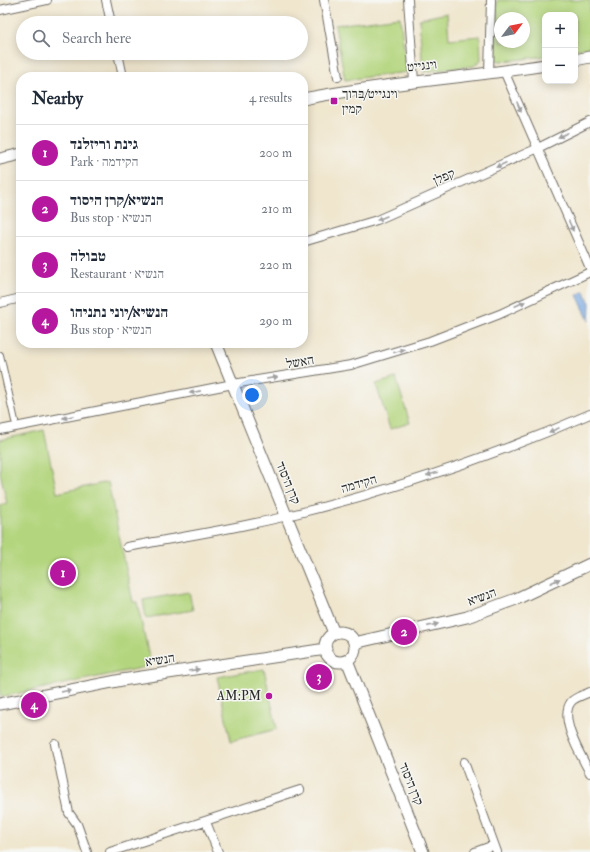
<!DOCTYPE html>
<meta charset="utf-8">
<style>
:root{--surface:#fff;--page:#f2f2f3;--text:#1f2937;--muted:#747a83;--line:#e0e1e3;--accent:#b5179e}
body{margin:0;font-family:"IM FELL Double Pica","Frank Ruhl Libre",serif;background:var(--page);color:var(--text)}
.controls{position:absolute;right:12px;top:12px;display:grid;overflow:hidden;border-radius:8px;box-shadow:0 2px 10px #0003}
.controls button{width:36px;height:36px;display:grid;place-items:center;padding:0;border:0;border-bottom:1px solid var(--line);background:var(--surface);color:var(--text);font:20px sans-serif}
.compass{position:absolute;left:494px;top:12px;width:36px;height:36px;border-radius:50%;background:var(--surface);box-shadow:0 2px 10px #0003;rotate:58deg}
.you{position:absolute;left:252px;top:395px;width:14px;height:14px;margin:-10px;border:3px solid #fff;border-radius:50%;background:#1a73e8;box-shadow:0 0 0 6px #1a73e833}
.badge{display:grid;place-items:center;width:26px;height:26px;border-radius:50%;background:var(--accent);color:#fff;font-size:13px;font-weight:700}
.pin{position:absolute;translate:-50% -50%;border:2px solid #fff;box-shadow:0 1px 4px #0006}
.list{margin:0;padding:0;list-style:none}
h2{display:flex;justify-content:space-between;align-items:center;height:52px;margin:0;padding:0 16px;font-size:17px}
h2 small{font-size:13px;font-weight:400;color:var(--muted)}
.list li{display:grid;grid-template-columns:26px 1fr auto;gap:12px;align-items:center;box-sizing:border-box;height:56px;padding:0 16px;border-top:1px solid var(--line)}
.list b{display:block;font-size:15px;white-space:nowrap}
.list p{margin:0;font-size:13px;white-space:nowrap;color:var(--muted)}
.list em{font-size:13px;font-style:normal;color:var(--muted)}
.icon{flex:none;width:22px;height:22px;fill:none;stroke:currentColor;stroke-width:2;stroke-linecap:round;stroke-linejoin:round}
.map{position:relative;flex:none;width:590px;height:852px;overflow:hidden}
.search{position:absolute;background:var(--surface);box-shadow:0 2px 10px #0003;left:16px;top:16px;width:292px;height:44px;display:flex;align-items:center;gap:10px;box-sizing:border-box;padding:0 14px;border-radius:22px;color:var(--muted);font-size:15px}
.panel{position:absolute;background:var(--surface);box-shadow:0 2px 10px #0003;left:16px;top:72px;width:292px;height:276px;border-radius:16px}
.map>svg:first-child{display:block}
</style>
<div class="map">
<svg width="590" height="852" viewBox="0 0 590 852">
<rect width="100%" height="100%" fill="#f6f6f2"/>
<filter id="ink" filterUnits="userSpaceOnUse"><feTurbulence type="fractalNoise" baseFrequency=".025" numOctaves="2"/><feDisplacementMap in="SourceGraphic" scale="8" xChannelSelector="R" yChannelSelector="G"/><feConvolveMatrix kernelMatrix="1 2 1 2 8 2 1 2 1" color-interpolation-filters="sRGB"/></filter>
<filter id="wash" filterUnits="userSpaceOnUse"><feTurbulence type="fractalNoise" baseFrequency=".012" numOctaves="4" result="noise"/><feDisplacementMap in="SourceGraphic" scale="16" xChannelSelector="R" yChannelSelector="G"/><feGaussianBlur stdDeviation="0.9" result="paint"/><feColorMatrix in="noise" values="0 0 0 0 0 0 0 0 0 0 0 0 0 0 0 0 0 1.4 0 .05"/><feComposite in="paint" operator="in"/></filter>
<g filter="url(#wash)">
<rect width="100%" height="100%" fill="#f0e6ce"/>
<path fill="#b3d57d" stroke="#6f8054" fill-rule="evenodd" d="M497 0H590V47L575 50V15H545V56L515 60 500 61 495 59 493 56 494 35H497V21H493V18H497V10H493V8H497ZM500 18H524V42H500Z
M447 13 449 39 480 36 481 60 474 66 423 72 419 19Z
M400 17 407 72 345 80 335 25Z
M396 378 410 423 390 429 376 384Z
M44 430 57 493 108 482 133 602H137L151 666 0 697V506L7 504 0 472V440Z
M189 592 193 610 146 618 143 600Z
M264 669 277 729 231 741 217 677Z"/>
<path fill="#75a6e0" stroke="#506886" d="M584 291 590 303 589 321 577 295Z"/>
</g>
<g filter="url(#ink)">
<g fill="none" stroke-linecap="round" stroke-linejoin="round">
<defs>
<path id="pedestrian" d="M0 355 15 421"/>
<path id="minor" d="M106 0 111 23
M324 0 338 77
M408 0 414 81
M0 10 47 0
M118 53 123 77
M504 71 590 268
M489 73 491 0
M303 242 377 220 536 149 590 122
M0 303 21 298
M0 430 233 384 351 365 430 341 500 314 590 272
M127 547C180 537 234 529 287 516 390 491 492 457 590 414
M590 692C584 695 575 697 571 702 558 719 582 757 590 773
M55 744 69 813 77 824 87 852
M464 762 497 852
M206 822 218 852
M110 852 300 790
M475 852 494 845"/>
<path id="tertiary" d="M575 60 590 57
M303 99C383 83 465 78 545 65
M0 159 21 154
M216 343 334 633
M325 647a15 15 0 1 1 30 0a15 15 0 1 1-30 0Z
M354 643 467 617 516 599 590 564
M347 660 423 852
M0 704 122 680 326 649"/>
</defs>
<use href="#pedestrian" stroke="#706c64" stroke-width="8"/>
<use href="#minor" stroke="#706c64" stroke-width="10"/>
<use href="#tertiary" stroke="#706c64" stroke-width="13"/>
<use href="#pedestrian" stroke="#fff" stroke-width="6"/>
<use href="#minor" stroke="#fff" stroke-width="8"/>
<use href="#tertiary" stroke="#fff" stroke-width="11"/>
</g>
<defs><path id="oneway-solid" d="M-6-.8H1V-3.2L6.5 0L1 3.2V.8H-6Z"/></defs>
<g fill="#a0a0a0">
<use href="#oneway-solid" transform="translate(519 107) rotate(67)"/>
<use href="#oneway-solid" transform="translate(563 135) rotate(154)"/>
<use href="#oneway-solid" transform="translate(501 165) rotate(156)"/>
<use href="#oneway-solid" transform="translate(382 218) rotate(157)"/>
<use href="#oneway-solid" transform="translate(571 226) rotate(66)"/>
<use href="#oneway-solid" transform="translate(520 304) rotate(-25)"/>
<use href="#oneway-solid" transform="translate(399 351) rotate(-17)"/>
<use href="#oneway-solid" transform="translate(272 378) rotate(-9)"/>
<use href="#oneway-solid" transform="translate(195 392) rotate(169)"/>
<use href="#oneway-solid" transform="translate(68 417) rotate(169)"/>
<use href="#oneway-solid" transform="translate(554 430) rotate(157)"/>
<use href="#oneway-solid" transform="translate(432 474) rotate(163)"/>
<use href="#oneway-solid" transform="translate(555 581) rotate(-25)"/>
<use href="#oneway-solid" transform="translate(433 625) rotate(-13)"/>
<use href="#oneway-solid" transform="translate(194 670) rotate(-9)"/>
<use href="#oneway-solid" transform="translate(66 691) rotate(-11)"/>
</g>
</g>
<g fill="#b5179e" stroke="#f6f6f2" stroke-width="1.5">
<rect x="330" y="97" width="8" height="8" rx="2"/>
<circle cx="269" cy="696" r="4"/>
</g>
<g text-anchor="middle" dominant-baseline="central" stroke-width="3" stroke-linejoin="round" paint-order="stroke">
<g font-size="13" fill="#2b2b2b" stroke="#f6f6f2">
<text transform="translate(422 66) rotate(-6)">וינגייט</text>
<text transform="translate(444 177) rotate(-24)">קפלן</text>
<text transform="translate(300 362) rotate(-9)">האשל</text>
<text transform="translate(288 483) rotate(68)">קרן היסוד</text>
<text transform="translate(359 484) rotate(-16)">הקידמה</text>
<text transform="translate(482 597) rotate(-20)">הנשיא</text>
<text transform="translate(160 660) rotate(-9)">הנשיא</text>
<text transform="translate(411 784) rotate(68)">קרן היסוד</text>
</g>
<g font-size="13" fill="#2b2b2b" stroke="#f6f6f2" text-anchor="start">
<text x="342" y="94">וינגייט/ברוך<tspan x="342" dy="15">קמין</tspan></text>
<text x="261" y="696" text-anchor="end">AM:PM</text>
</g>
</g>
</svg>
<div class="controls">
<button>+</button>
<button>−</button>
</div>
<svg class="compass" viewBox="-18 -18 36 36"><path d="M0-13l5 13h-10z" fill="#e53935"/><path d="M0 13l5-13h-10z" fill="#747a83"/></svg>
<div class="you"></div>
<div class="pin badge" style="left:63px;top:573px">1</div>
<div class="pin badge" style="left:404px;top:632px">2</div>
<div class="pin badge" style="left:319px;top:677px">3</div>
<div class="pin badge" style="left:34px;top:705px">4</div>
<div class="search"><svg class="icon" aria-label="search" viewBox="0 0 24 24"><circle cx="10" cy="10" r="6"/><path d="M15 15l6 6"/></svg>Search here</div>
<section class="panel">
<h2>Nearby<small>4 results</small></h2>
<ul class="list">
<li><span class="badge">1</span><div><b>גינת וריזלנד</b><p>Park · הקידמה</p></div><em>200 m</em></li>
<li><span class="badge">2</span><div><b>הנשיא/קרן היסוד</b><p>Bus stop · הנשיא</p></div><em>210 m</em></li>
<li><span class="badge">3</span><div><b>טבולה</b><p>Restaurant · הנשיא</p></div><em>220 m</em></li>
<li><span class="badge">4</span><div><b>הנשיא/יוני נתניהו</b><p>Bus stop · הנשיא</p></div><em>290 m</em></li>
</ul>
</section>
</div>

= = =

• [Exercise description]: Which of the lines in the listing above include "linecap"? Report each of them.

• [Task result]:
.icon{flex:none;width:22px;height:22px;fill:none;stroke:currentColor;stroke-width:2;stroke-linecap:round;stroke-linejoin:round}
<g fill="none" stroke-linecap="round" stroke-linejoin="round">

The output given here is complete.